§ Work task: Two lines mark the range in the entries below: the one holding "M1873,70L1883,99L1860,105L1851,76Z" and the one holding "M1784,452L1825,483L1807,507L1766,476Z". Set down those two and all lines between them, exactly.

§ Saved entries:

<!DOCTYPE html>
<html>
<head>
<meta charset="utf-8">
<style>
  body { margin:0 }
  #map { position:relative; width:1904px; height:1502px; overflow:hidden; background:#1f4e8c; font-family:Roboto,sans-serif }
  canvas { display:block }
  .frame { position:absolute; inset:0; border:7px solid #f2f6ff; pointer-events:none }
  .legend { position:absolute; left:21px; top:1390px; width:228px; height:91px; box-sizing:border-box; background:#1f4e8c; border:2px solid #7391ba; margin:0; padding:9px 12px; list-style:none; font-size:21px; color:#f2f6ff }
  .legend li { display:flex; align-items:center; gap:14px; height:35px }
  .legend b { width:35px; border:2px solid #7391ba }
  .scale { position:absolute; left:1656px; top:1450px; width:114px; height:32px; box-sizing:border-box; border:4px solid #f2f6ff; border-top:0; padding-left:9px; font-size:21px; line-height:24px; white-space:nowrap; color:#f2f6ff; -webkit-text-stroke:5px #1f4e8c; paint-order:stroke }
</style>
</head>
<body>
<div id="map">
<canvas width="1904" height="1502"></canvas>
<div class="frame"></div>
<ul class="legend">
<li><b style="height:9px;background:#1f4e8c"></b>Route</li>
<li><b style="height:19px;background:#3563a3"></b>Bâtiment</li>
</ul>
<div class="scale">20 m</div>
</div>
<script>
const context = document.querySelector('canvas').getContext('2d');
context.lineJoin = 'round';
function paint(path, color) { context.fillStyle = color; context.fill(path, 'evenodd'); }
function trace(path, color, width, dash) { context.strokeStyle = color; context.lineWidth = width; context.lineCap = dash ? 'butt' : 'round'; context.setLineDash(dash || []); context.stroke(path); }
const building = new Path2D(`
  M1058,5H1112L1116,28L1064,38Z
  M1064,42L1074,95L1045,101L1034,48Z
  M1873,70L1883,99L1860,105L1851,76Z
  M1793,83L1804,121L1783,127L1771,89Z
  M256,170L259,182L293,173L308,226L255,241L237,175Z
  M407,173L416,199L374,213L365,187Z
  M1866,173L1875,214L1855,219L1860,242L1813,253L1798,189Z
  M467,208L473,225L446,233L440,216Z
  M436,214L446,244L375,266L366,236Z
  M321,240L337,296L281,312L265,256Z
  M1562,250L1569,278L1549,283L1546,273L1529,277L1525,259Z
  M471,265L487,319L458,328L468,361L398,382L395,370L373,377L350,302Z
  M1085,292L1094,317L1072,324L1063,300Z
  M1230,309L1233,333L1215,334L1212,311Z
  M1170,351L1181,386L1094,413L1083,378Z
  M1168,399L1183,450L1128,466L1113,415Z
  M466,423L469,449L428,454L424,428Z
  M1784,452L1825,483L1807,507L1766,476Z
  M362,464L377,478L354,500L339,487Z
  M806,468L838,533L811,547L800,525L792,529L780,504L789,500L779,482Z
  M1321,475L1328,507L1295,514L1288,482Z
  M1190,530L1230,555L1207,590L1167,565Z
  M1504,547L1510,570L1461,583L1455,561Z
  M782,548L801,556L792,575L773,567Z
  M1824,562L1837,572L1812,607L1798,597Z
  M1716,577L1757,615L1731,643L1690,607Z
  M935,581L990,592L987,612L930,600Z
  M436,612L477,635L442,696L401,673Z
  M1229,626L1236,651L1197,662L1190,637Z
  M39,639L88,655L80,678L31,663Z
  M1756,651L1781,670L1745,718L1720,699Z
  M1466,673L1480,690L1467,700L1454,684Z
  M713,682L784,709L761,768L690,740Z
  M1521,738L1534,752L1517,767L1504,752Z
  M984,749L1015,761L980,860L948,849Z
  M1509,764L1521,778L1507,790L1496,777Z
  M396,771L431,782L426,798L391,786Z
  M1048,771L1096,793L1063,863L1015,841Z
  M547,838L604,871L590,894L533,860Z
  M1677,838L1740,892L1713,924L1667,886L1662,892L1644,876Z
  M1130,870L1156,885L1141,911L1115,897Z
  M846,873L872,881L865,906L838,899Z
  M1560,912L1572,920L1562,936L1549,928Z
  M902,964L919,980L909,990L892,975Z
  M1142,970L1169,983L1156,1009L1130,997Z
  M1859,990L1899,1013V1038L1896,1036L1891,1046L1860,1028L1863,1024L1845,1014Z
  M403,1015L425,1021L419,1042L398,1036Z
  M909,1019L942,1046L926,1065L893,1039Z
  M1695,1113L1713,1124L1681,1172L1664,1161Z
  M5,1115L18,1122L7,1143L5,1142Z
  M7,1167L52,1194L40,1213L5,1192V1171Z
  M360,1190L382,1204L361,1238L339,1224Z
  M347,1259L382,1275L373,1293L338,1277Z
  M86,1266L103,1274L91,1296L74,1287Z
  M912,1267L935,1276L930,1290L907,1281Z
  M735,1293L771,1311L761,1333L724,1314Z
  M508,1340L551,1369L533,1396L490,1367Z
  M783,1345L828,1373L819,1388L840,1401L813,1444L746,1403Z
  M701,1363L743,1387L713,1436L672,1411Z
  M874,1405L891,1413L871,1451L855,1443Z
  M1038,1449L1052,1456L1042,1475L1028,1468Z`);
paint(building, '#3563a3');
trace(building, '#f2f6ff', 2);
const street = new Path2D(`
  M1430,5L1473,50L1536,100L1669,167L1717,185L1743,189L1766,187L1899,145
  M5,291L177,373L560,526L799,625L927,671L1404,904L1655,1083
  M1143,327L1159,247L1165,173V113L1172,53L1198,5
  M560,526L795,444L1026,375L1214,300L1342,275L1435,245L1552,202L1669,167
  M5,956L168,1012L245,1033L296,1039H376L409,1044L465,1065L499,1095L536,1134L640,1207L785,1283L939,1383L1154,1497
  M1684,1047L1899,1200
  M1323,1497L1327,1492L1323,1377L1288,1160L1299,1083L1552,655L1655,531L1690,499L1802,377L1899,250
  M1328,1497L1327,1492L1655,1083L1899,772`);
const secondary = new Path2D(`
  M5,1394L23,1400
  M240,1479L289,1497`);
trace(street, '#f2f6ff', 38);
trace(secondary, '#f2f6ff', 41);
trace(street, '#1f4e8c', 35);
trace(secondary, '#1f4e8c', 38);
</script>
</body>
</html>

§ Response to this exercise:
  M1873,70L1883,99L1860,105L1851,76Z
  M1793,83L1804,121L1783,127L1771,89Z
  M256,170L259,182L293,173L308,226L255,241L237,175Z
  M407,173L416,199L374,213L365,187Z
  M1866,173L1875,214L1855,219L1860,242L1813,253L1798,189Z
  M467,208L473,225L446,233L440,216Z
  M436,214L446,244L375,266L366,236Z
  M321,240L337,296L281,312L265,256Z
  M1562,250L1569,278L1549,283L1546,273L1529,277L1525,259Z
  M471,265L487,319L458,328L468,361L398,382L395,370L373,377L350,302Z
  M1085,292L1094,317L1072,324L1063,300Z
  M1230,309L1233,333L1215,334L1212,311Z
  M1170,351L1181,386L1094,413L1083,378Z
  M1168,399L1183,450L1128,466L1113,415Z
  M466,423L469,449L428,454L424,428Z
  M1784,452L1825,483L1807,507L1766,476Z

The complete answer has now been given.